**Task instructions**
Print the data exactly as written, but leave out each picture.

**Exercise data**

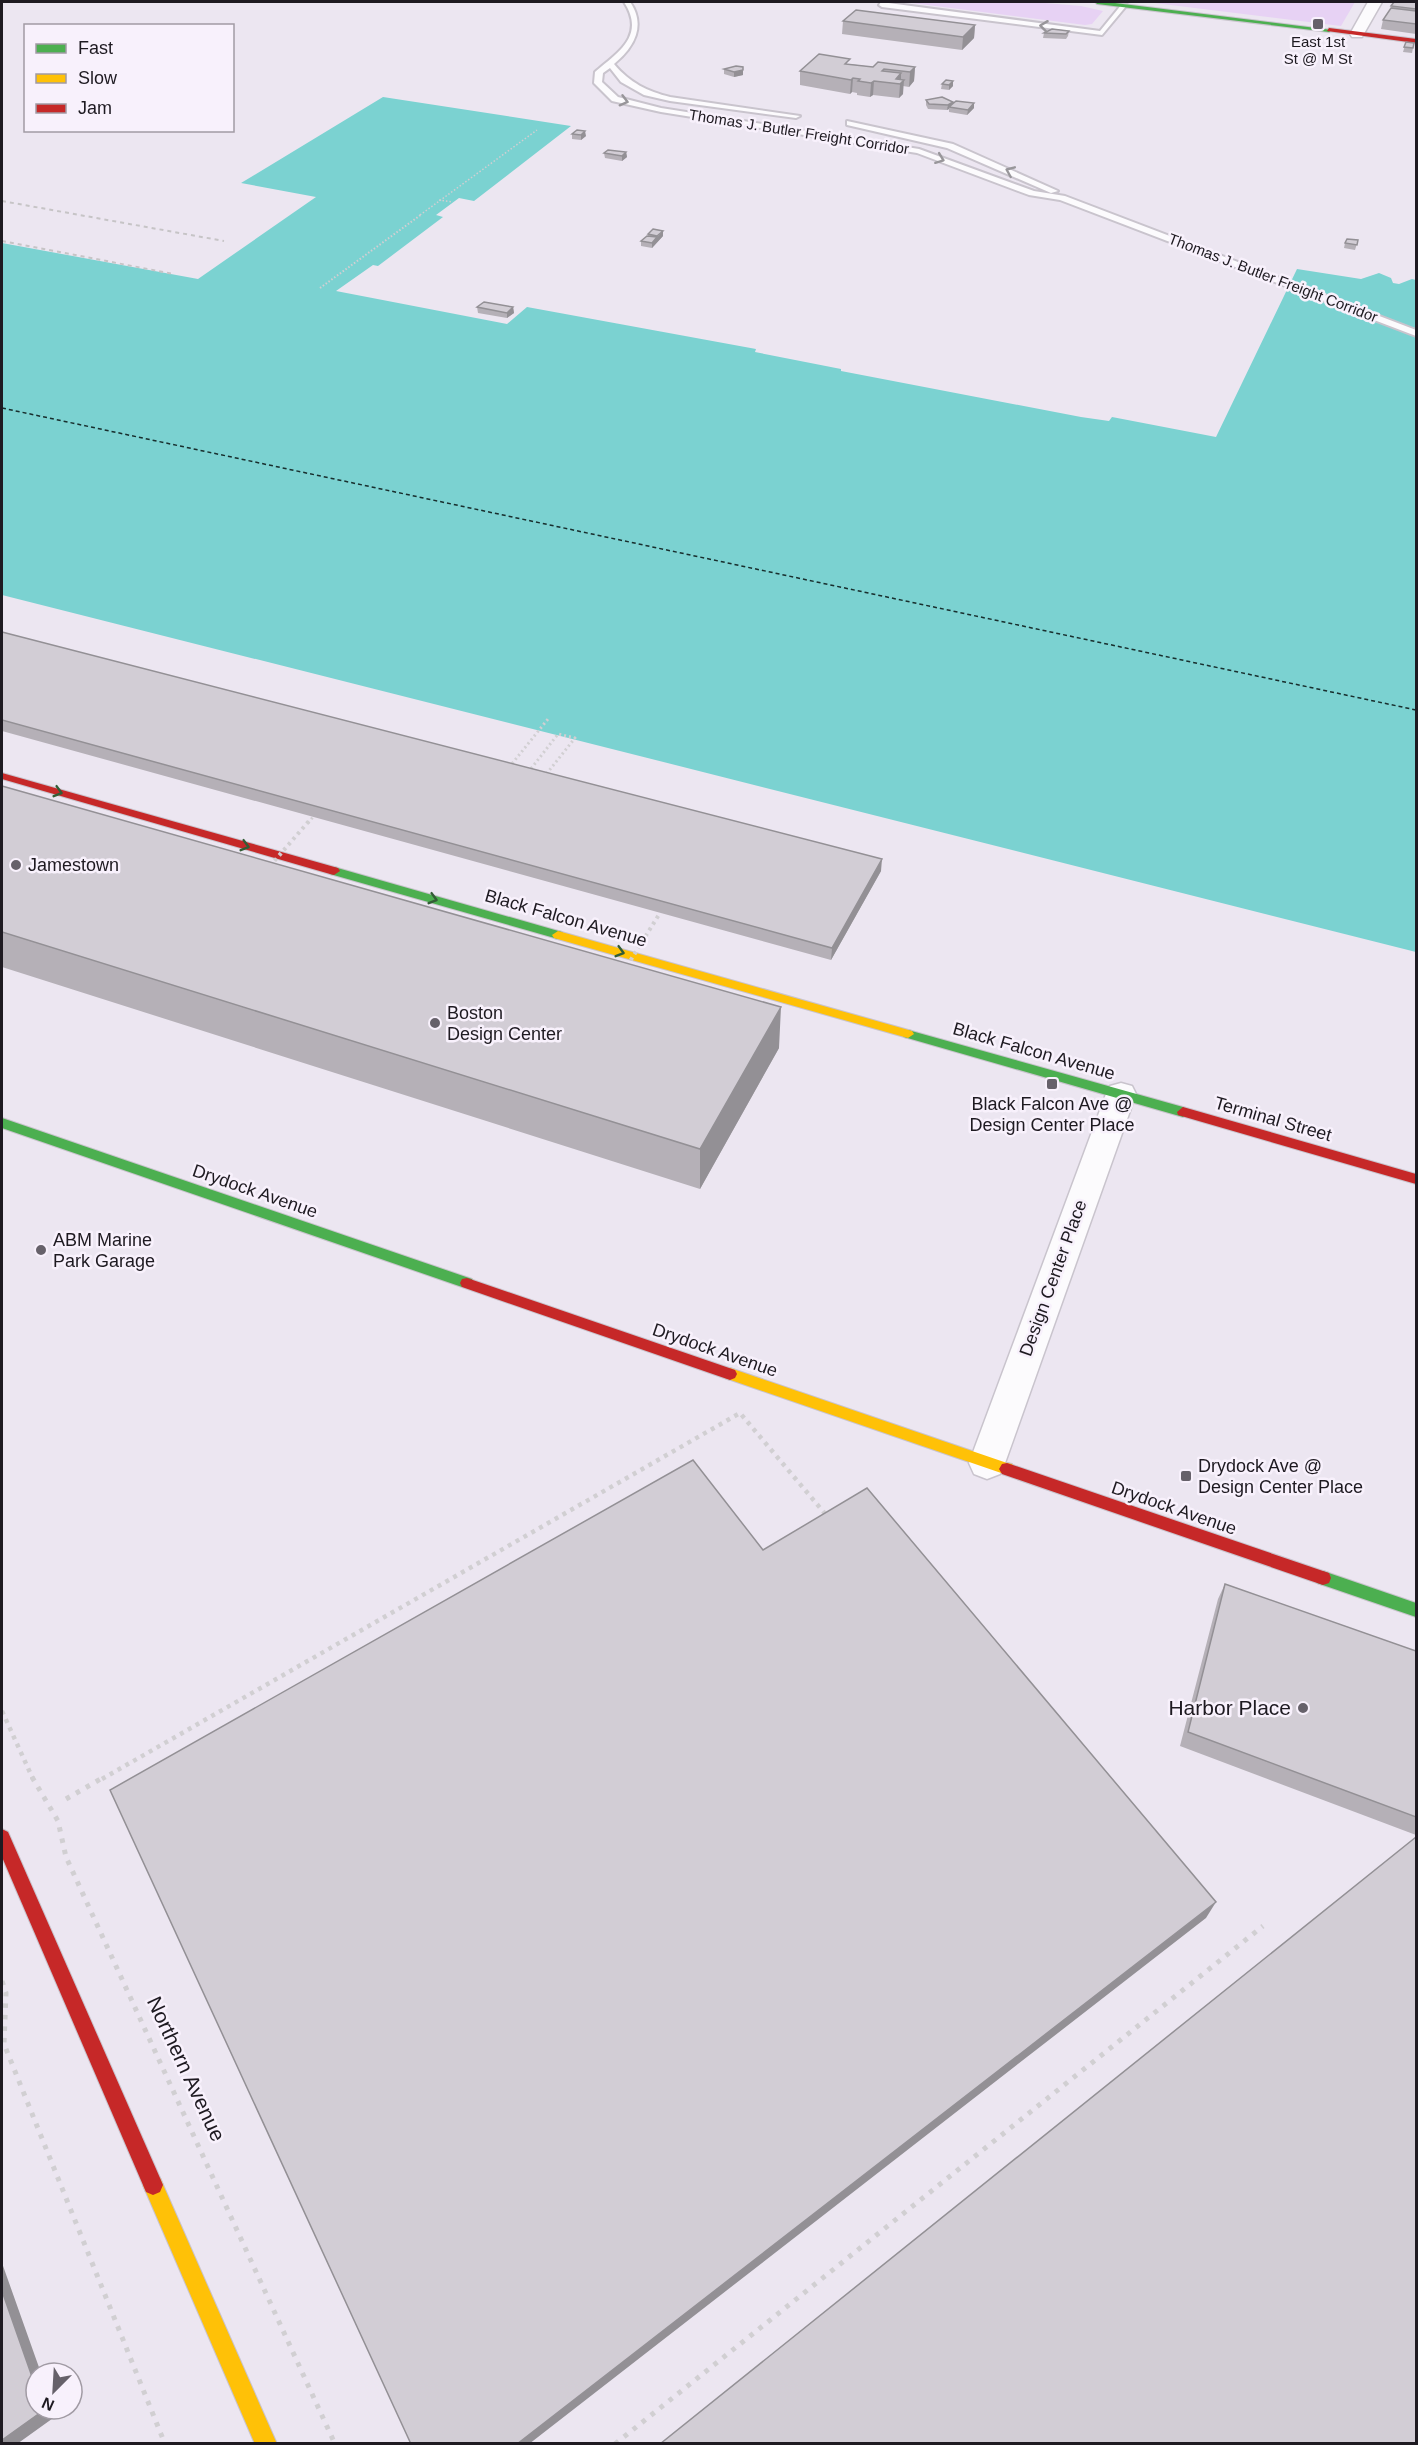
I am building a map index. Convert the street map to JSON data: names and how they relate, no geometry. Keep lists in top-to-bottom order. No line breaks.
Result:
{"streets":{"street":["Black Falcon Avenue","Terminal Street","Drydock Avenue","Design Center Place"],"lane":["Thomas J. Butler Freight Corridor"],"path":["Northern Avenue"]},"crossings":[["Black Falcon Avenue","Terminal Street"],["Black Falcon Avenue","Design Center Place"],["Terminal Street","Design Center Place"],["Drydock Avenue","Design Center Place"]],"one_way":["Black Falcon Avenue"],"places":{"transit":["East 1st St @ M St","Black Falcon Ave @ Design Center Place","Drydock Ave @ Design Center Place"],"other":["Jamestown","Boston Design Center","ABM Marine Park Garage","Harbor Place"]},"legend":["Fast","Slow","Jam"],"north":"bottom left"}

**Worked solution**
I am building a map index. Convert the street map to JSON data: names and how they relate, no geometry. Keep lists in top-to-bottom order. No line breaks.
Result:
{"streets":{"street":["Black Falcon Avenue","Terminal Street","Drydock Avenue","Design Center Place"],"lane":["Thomas J. Butler Freight Corridor"],"path":["Northern Avenue"]},"crossings":[["Black Falcon Avenue","Terminal Street"],["Black Falcon Avenue","Design Center Place"],["Terminal Street","Design Center Place"],["Drydock Avenue","Design Center Place"]],"one_way":["Black Falcon Avenue"],"places":{"transit":["East 1st St @ M St","Black Falcon Ave @ Design Center Place","Drydock Ave @ Design Center Place"],"other":["Jamestown","Boston Design Center","ABM Marine Park Garage","Harbor Place"]},"legend":["Fast","Slow","Jam"],"north":"bottom left"}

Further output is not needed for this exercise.